** Opening RECORD SET block **

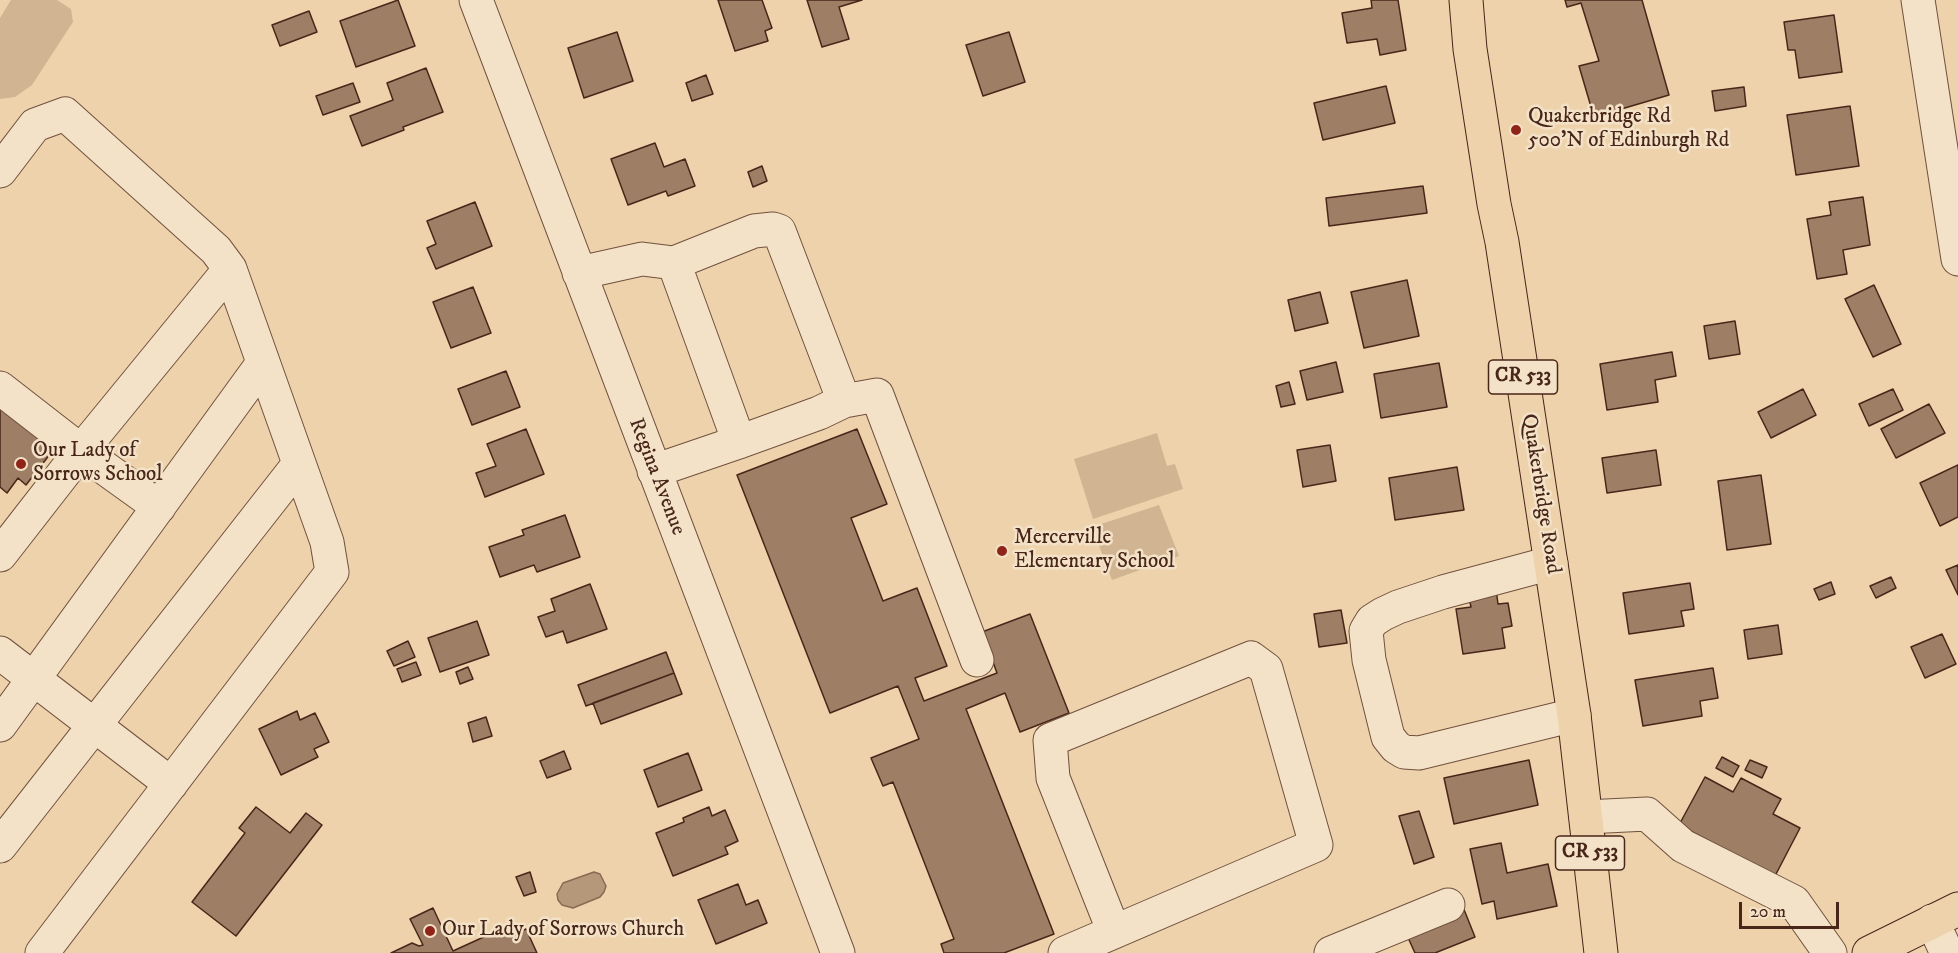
<!DOCTYPE html>
<style>
body{margin:0}
#map{position:relative;width:1958px;height:953px;overflow:hidden;background:#edd2ab;font-family:"IM FELL DW Pica",serif}
canvas{display:block}
.scale{position:absolute;left:1739px;top:902px;width:100px;height:27px;box-sizing:border-box;border:3px solid #482619;border-top:0;padding-left:8px;font-size:18px;line-height:21px;white-space:nowrap;color:#482619;-webkit-text-stroke:4px #f3e2c8;paint-order:stroke}
</style>
<div id="map">
<canvas width="1958" height="953"></canvas>
<div class="scale">20 m</div>
</div>
<script>
const ctx = document.querySelector('canvas').getContext('2d');
ctx.lineJoin = 'round';
function paint(path, color) { ctx.fillStyle = color; ctx.fill(path, 'evenodd'); }
const shape = rows => new Path2D(rows.map(r => 'M' + r).join(''));
function stroke(path, color, width, dash) { ctx.strokeStyle = color; ctx.lineWidth = width; ctx.lineCap = dash ? 'butt' : 'round'; ctx.setLineDash(dash || []); ctx.stroke(path); }
function label(font, color, halo, rows, align = 'center') {
  ctx.font = font + ' "IM FELL DW Pica",serif'; ctx.lineWidth = 5; ctx.setLineDash([]); ctx.textBaseline = 'middle'; ctx.strokeStyle = halo; ctx.fillStyle = color; for (const [text, x, y, turn = 0] of rows) {
    ctx.save(); ctx.translate(x, y); ctx.rotate((+turn || 0) * Math.PI / 180); ctx.textAlign = isNaN(turn) ? turn : align; if (halo) ctx.strokeText(text, 0, 0); ctx.fillText(text, 0, 0); ctx.restore();
  }
}
const green = shape([
 [11,0,57,0,71,9,73,22,32,85,15,97,0,99,0,18],
 [1157,433,1167,466,1175,464,1183,489,1093,519,1074,459],
 [1159,505,1179,556,1112,580,1092,527]
]);
const water = shape([
 [594,872,600,874,606,886,604,892,600,897,573,908,562,905,558,900,557,894,563,883,594,872]
]);
const building = shape([
 [398,0,415,46,356,67,340,21,398,0],
 [718,0,762,0,772,28,765,31,768,41,735,51,718,0],
 [807,0,862,0,839,7,849,39,822,47,807,0],
 [1371,0,1398,0,1406,50,1380,55,1377,39,1347,43,1342,13,1372,8,1371,0],
 [1565,0,1642,0,1669,95,1594,117,1579,66,1599,61,1581,3,1567,7,1565,0],
 [309,11,317,32,280,46,272,25,309,11],
 [1834,15,1842,72,1799,78,1795,50,1788,50,1784,22,1834,15],
 [617,32,633,81,584,98,568,48,617,32],
 [1009,32,1025,82,983,96,966,45,1009,32],
 [426,68,443,112,403,127,404,130,362,146,350,116,393,100,387,83,426,68],
 [706,75,713,94,692,101,686,83,706,75],
 [353,83,360,102,323,115,316,96,353,83],
 [1386,86,1395,123,1323,140,1314,103,1386,86],
 [1744,87,1746,106,1715,111,1712,91,1744,87],
 [1850,106,1859,166,1796,175,1787,115,1850,106],
 [655,143,664,167,685,159,695,186,668,196,666,191,628,205,611,159,655,143],
 [762,166,767,181,753,187,748,172,762,166],
 [1423,186,1427,213,1329,226,1326,198,1423,186],
 [1863,197,1870,245,1843,250,1847,274,1817,279,1807,219,1831,215,1829,202,1863,197],
 [475,202,492,246,436,269,427,248,436,244,427,221,475,202],
 [1407,280,1419,336,1364,348,1351,292,1407,280],
 [1874,285,1901,344,1873,357,1845,299,1874,285],
 [473,287,491,333,451,348,433,302,473,287],
 [1320,292,1328,323,1295,331,1288,300,1320,292],
 [1735,321,1740,354,1709,359,1704,326,1735,321],
 [1672,352,1676,376,1655,380,1658,402,1607,410,1600,364,1672,352],
 [1336,362,1343,392,1307,400,1300,371,1336,362],
 [1439,363,1447,407,1381,418,1374,374,1439,363],
 [506,371,520,407,472,425,458,389,506,371],
 [1289,382,1295,404,1281,407,1276,386,1289,382],
 [1803,389,1816,415,1771,438,1758,412,1803,389],
 [1893,389,1903,410,1869,426,1859,404,1893,389],
 [1929,404,1945,433,1896,458,1881,429,1929,404],
 [0,408,54,449,26,485,18,478,7,493,0,487,0,408],
 [526,429,544,474,485,497,476,473,496,466,487,444,526,429],
 [857,429,887,504,851,518,883,601,917,588,947,666,915,678,924,701,997,673,982,632,1030,614,1069,713,1020,732,1005,693,966,709,1054,934,1004,953,944,953,941,944,954,939,893,782,883,786,871,758,919,739,898,686,830,713,737,475,857,429],
 [1330,445,1336,481,1303,487,1297,450,1330,445],
 [1656,450,1661,485,1607,493,1602,458,1656,450],
 [1958,465,1958,517,1940,526,1920,483,1958,465],
 [1457,467,1464,510,1395,520,1389,478,1457,467],
 [1761,475,1771,544,1727,550,1718,481,1761,475],
 [565,515,580,557,537,572,534,565,500,577,489,547,524,535,522,530,565,515],
 [1958,565,1958,595,1946,570,1958,565],
 [1891,577,1896,588,1876,598,1870,586,1891,577],
 [1831,582,1835,594,1819,600,1814,589,1831,582],
 [1690,583,1694,609,1681,611,1684,626,1629,634,1623,593,1690,583],
 [590,584,607,629,567,643,563,631,546,637,538,617,555,611,551,599,590,584],
 [1496,589,1498,604,1508,603,1512,626,1502,628,1505,648,1463,654,1456,609,1471,607,1468,593,1496,589],
 [1341,610,1347,643,1319,647,1314,614,1341,610],
 [477,621,489,655,440,672,428,638,477,621],
 [1778,625,1782,654,1748,659,1744,630,1778,625],
 [1942,634,1956,664,1925,678,1911,647,1942,634],
 [408,641,415,657,394,666,387,651,408,641],
 [666,652,674,673,586,706,578,685,666,652],
 [416,662,421,675,402,682,397,669,416,662],
 [468,667,473,679,460,684,456,672,468,667],
 [1713,668,1718,698,1700,701,1702,716,1643,726,1635,680,1713,668],
 [674,673,682,694,601,724,593,703,674,673],
 [297,711,300,720,315,713,329,742,314,749,318,757,281,775,259,729,297,711],
 [486,717,492,736,473,742,468,723,486,717],
 [564,751,571,769,547,778,540,761,564,751],
 [688,753,702,790,658,807,644,770,688,753],
 [1722,757,1739,766,1733,777,1716,768,1722,757],
 [1529,760,1538,805,1454,824,1444,778,1529,760],
 [1750,760,1767,767,1762,778,1745,770,1750,760],
 [1705,777,1733,792,1741,778,1781,799,1773,814,1800,828,1775,876,1679,825,1705,777],
 [256,807,290,833,306,813,322,825,236,936,192,902,245,833,239,828,256,807],
 [709,807,712,816,725,810,738,841,725,847,728,854,673,876,656,833,684,822,683,818,709,807],
 [1419,811,1434,857,1414,864,1399,816,1419,811],
 [1501,843,1507,873,1548,864,1557,906,1497,919,1494,901,1482,904,1470,849,1501,843],
 [530,872,536,892,524,896,516,877,530,872],
 [738,884,746,905,758,900,767,923,716,944,698,900,738,884],
 [1463,907,1475,937,1435,953,1415,953,1405,931,1463,907],
 [433,908,453,951,510,925,514,934,526,929,537,953,391,953,412,943,419,946,423,945,410,919,433,908]
]);
const minor = shape([
 [476,0,838,953],
 [1918,0,1958,259],
 [0,171,35,125,65,114,216,250,230,269,327,542,332,572,42,953],
 [579,273,642,259,674,263,739,442],
 [0,388,81,451,0,555],
 [844,401,877,395,977,660],
 [654,471,739,442,819,413,844,401,779,231,773,229,754,231,674,263],
 [159,507,81,451,230,269],
 [1551,563,1443,592,1398,607,1383,614,1372,621,1366,631,1369,660,1388,737,1396,747,1404,752,1419,753,1574,715],
 [0,653,171,784],
 [0,725,263,363],
 [1586,817,1647,814,1683,846,1794,902,1830,953],
 [0,846,299,464],
 [1932,921,1947,953],
 [1065,953,1316,845,1266,669,1251,658,1050,740,1053,778,1114,932],
 [1331,953,1448,905]
]);
const major = shape([
 [1466,0,1470,49,1494,204,1502,242,1574,715,1601,953],
 [1869,953,1958,909]
]);
const markers = [
 [1516,130,6,"#8f2418"],
 [21,464,6,"#8f2418"],
 [1002,551,6,"#8f2418"],
 [430,931,6,"#8f2418"]
];
const shields = [
 [1523,377,69],
 [1590,853,69]
];
const shieldNames = [
 ["CR 533",1523,377],
 ["CR 533",1590,853]
];
const poiNames = [
 ["Quakerbridge Rd",1528,118],
 ["500'N of Edinburgh Rd",1528,142],
 ["Our Lady of",33,452],
 ["Sorrows School",33,476],
 ["Mercerville",1014,539],
 ["Elementary School",1014,563],
 ["Our Lady of Sorrows Church",442,931]
];
const streetNames = [
 ["Regina Avenue",656,477,69],
 ["Quakerbridge Road",1540,494,81]
];
paint(green, '#d1b592');
paint(water, '#b59879');
stroke(water, '#896a53', 1.5);
paint(building, '#9e7f65');
stroke(building, '#482619', 1.5);
stroke(minor, '#71513e', 35);
stroke(major, '#482619', 35);
stroke(minor, '#f3e2c8', 33);
stroke(major, '#edd2ab', 33);
for (const [x, y, r, color] of markers) { const dot = new Path2D(); dot.arc(x, y, r, 0, 2 * Math.PI); ctx.fillStyle = color; ctx.fill(dot); stroke(dot, '#f3e2c8', 2); }
for (const [x, y, w] of shields) { const box = new Path2D(); box.roundRect(x - w / 2, y - 17, w, 34, 4.5); ctx.fillStyle = '#f3e2c8'; ctx.fill(box); stroke(box, '#482619', 1.5); }
label('bold 20px', '#482619', null, shieldNames);
label('21px', '#482619', '#f3e2c8', poiNames, 'left');
label('21px', '#482619', '#f3e2c8', streetNames);
</script>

** Closing RECORD SET block **

Look for "stroke(major, '#edd2ab', 33);" in the records. Write out its line and every later line through the end exactly, with nothing more.

REPLY TO THE TASK:
stroke(major, '#edd2ab', 33);
for (const [x, y, r, color] of markers) { const dot = new Path2D(); dot.arc(x, y, r, 0, 2 * Math.PI); ctx.fillStyle = color; ctx.fill(dot); stroke(dot, '#f3e2c8', 2); }
for (const [x, y, w] of shields) { const box = new Path2D(); box.roundRect(x - w / 2, y - 17, w, 34, 4.5); ctx.fillStyle = '#f3e2c8'; ctx.fill(box); stroke(box, '#482619', 1.5); }
label('bold 20px', '#482619', null, shieldNames);
label('21px', '#482619', '#f3e2c8', poiNames, 'left');
label('21px', '#482619', '#f3e2c8', streetNames);
</script>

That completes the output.